**Work instruction:** If a line in the material below has the word "controls", copy it.

**Provided records:**
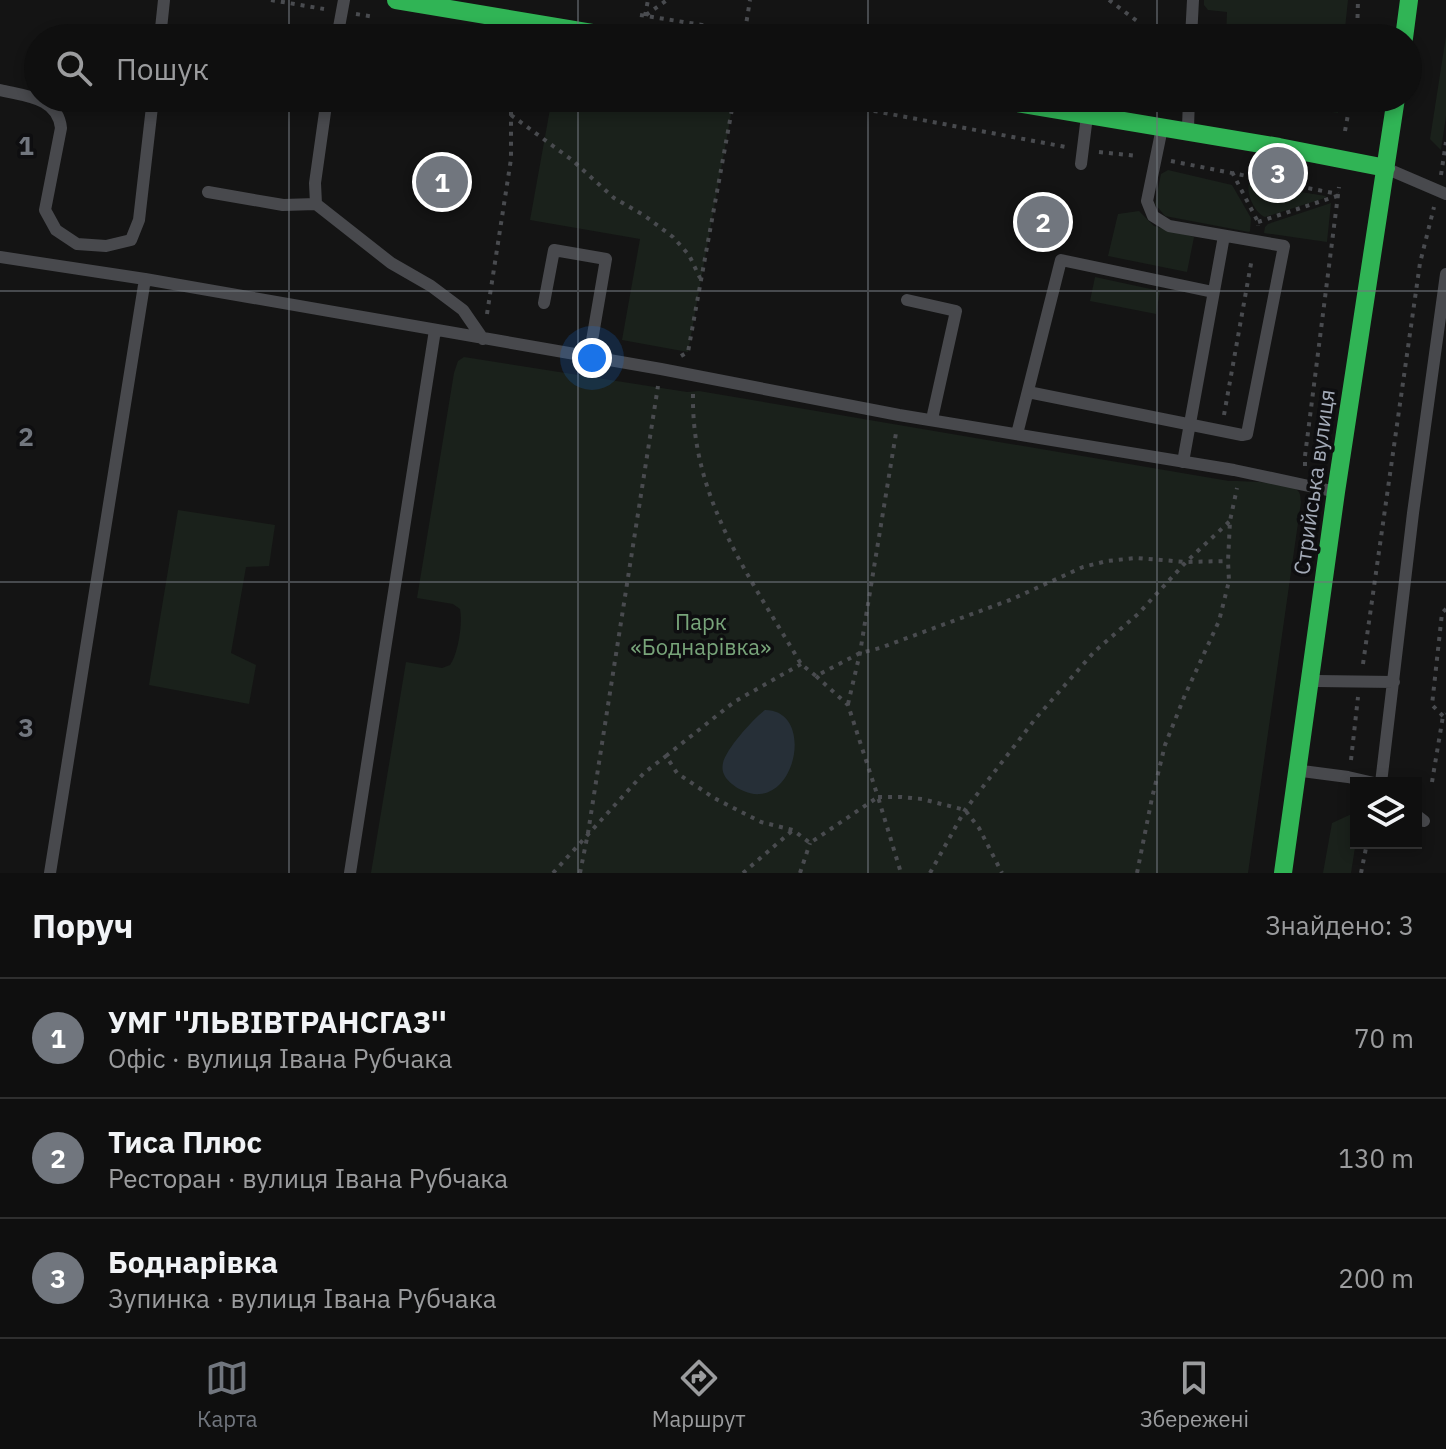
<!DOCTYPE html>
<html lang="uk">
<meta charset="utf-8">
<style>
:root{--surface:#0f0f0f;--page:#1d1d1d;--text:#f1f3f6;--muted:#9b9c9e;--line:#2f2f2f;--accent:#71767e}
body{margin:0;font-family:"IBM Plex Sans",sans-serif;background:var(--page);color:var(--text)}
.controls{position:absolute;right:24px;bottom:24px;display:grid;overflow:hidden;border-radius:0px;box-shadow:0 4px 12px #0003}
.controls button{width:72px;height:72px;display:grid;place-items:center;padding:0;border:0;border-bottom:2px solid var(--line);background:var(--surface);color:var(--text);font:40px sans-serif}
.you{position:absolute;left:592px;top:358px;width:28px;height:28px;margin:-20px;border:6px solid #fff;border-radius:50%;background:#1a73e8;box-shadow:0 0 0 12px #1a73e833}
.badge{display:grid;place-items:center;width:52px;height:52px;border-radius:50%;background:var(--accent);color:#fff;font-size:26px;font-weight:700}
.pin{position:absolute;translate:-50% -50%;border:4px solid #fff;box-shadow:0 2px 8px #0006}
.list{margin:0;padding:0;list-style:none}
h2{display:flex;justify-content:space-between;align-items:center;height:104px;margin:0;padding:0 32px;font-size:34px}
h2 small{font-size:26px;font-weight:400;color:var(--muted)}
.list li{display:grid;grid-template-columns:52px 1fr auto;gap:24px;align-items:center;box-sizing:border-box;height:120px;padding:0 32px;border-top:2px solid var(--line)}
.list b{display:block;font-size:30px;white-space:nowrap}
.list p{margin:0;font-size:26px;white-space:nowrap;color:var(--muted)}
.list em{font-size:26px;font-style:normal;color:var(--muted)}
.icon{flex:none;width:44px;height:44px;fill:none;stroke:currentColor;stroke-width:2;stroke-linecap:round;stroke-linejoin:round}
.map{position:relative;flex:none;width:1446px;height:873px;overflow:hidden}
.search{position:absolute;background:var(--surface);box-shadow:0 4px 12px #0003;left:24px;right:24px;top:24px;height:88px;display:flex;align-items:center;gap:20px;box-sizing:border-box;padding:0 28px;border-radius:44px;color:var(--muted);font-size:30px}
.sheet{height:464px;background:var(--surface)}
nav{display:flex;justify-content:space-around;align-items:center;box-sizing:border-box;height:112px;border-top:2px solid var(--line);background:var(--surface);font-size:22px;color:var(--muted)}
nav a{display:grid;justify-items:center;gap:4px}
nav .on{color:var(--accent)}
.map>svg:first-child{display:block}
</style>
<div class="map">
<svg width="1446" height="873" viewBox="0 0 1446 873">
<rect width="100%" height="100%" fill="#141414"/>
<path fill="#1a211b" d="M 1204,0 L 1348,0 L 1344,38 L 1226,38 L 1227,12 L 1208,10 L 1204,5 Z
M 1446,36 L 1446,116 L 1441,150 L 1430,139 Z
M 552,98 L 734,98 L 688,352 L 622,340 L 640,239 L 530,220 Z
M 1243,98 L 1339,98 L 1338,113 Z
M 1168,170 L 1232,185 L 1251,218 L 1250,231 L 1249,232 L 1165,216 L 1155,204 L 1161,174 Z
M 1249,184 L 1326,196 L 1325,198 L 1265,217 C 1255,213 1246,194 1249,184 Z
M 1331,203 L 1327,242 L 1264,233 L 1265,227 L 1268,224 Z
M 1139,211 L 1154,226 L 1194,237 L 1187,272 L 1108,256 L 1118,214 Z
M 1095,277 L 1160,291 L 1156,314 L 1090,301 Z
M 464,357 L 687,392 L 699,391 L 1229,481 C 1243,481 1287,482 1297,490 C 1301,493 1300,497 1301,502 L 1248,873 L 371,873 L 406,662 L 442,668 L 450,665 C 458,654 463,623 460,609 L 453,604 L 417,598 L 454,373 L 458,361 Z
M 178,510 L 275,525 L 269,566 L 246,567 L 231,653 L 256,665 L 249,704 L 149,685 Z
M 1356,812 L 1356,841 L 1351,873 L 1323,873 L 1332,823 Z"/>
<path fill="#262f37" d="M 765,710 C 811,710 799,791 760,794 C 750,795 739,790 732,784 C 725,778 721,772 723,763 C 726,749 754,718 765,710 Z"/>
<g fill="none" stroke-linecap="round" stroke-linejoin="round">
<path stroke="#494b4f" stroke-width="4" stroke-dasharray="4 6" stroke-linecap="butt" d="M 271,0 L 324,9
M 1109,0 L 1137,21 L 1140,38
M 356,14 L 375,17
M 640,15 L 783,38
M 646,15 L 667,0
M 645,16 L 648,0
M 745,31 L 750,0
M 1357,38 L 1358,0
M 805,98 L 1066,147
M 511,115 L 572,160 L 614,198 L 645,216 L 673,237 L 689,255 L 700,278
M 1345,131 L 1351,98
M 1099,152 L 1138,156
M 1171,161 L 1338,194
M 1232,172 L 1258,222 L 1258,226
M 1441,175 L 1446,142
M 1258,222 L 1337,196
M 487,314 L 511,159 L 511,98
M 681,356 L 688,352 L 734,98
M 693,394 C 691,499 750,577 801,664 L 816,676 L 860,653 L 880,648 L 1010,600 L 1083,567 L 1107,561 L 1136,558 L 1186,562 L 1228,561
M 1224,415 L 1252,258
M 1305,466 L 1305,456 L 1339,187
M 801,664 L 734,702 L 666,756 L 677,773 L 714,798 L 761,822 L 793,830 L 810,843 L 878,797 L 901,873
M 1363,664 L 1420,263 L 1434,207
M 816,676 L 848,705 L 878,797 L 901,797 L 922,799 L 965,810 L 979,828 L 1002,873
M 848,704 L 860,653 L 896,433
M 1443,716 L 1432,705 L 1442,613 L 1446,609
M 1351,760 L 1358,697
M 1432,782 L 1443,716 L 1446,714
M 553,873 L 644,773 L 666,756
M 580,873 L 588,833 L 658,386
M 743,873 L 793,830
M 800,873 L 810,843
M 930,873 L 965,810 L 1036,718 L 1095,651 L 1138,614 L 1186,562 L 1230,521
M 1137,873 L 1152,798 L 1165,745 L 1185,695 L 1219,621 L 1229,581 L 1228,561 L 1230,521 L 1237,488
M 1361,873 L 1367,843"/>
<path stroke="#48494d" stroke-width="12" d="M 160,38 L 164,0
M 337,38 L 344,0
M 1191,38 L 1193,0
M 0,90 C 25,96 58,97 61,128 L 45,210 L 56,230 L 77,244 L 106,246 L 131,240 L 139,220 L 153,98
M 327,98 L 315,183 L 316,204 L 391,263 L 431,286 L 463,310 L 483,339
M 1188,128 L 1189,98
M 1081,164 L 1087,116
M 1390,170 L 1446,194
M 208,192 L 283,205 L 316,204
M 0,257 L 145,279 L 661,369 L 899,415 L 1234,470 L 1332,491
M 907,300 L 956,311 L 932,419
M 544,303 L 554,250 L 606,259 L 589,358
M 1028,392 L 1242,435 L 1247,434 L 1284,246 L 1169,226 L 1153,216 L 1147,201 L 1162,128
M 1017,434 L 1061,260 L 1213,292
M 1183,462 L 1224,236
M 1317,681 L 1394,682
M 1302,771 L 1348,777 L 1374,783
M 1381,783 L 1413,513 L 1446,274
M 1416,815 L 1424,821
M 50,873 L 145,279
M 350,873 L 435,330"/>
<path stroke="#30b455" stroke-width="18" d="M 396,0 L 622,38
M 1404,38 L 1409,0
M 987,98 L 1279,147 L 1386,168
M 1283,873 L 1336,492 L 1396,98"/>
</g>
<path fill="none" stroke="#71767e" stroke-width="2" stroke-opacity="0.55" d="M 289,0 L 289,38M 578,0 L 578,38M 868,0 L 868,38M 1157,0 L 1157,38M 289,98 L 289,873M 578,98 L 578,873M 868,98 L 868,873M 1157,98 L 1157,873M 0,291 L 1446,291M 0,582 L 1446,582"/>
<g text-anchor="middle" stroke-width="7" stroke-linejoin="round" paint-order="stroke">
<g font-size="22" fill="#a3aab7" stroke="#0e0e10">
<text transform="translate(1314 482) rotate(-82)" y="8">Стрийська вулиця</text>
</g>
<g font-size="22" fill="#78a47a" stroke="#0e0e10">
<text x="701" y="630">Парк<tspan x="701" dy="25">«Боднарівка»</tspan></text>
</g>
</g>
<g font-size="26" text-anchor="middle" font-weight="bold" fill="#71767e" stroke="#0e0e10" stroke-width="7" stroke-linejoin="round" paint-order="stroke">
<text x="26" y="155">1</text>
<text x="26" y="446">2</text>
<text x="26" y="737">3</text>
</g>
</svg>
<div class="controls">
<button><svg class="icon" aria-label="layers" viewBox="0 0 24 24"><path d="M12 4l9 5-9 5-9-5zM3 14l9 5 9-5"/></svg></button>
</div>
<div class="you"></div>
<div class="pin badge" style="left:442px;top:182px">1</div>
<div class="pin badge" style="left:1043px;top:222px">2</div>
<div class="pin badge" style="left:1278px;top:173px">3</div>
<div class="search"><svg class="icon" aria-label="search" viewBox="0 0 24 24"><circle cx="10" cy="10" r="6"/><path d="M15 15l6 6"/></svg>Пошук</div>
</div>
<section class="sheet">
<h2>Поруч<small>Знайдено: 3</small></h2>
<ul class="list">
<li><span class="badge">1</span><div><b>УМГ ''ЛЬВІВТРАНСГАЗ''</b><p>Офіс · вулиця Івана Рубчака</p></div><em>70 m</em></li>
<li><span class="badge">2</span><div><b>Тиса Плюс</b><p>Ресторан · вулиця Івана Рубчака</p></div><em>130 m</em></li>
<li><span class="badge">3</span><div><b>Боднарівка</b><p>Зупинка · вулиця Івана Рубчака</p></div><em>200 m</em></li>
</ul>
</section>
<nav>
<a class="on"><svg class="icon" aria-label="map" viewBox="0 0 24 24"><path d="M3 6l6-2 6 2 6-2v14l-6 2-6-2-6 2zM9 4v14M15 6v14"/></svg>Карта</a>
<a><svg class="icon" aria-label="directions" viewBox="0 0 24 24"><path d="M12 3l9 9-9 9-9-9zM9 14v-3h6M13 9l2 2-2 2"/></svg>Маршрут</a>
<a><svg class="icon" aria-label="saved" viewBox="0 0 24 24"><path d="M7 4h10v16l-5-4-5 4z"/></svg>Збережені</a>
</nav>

**Output of the exercise:**
.controls{position:absolute;right:24px;bottom:24px;display:grid;overflow:hidden;border-radius:0px;box-shadow:0 4px 12px #0003}
.controls button{width:72px;height:72px;display:grid;place-items:center;padding:0;border:0;border-bottom:2px solid var(--line);background:var(--surface);color:var(--text);font:40px sans-serif}
<div class="controls">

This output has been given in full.